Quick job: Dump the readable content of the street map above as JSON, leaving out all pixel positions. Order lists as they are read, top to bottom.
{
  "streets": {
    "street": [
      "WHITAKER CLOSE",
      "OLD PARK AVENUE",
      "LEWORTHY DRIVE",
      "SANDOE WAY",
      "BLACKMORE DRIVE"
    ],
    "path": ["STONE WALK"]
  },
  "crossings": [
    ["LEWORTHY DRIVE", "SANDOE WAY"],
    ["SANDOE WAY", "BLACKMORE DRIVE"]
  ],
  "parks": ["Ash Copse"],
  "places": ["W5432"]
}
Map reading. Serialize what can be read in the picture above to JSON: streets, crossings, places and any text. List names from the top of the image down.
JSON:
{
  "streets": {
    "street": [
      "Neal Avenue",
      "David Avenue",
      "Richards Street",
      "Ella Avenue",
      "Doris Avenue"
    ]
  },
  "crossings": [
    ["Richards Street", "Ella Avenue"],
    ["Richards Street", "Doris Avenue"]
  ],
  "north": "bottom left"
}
-*-
TASK INSTRUCTIONS
Reproduce the data in full, exactly as presented.

RESULT OF THIS EXERCISE
Quick job: Dump the readable content of the street map above as JSON, leaving out all pixel positions. Order lists as they are read, top to bottom.
{
  "streets": {
    "street": [
      "WHITAKER CLOSE",
      "OLD PARK AVENUE",
      "LEWORTHY DRIVE",
      "SANDOE WAY",
      "BLACKMORE DRIVE"
    ],
    "path": ["STONE WALK"]
  },
  "crossings": [
    ["LEWORTHY DRIVE", "SANDOE WAY"],
    ["SANDOE WAY", "BLACKMORE DRIVE"]
  ],
  "parks": ["Ash Copse"],
  "places": ["W5432"]
}
Map reading. Serialize what can be read in the picture above to JSON: streets, crossings, places and any text. List names from the top of the image down.
JSON:
{
  "streets": {
    "street": [
      "Neal Avenue",
      "David Avenue",
      "Richards Street",
      "Ella Avenue",
      "Doris Avenue"
    ]
  },
  "crossings": [
    ["Richards Street", "Ella Avenue"],
    ["Richards Street", "Doris Avenue"]
  ],
  "north": "bottom left"
}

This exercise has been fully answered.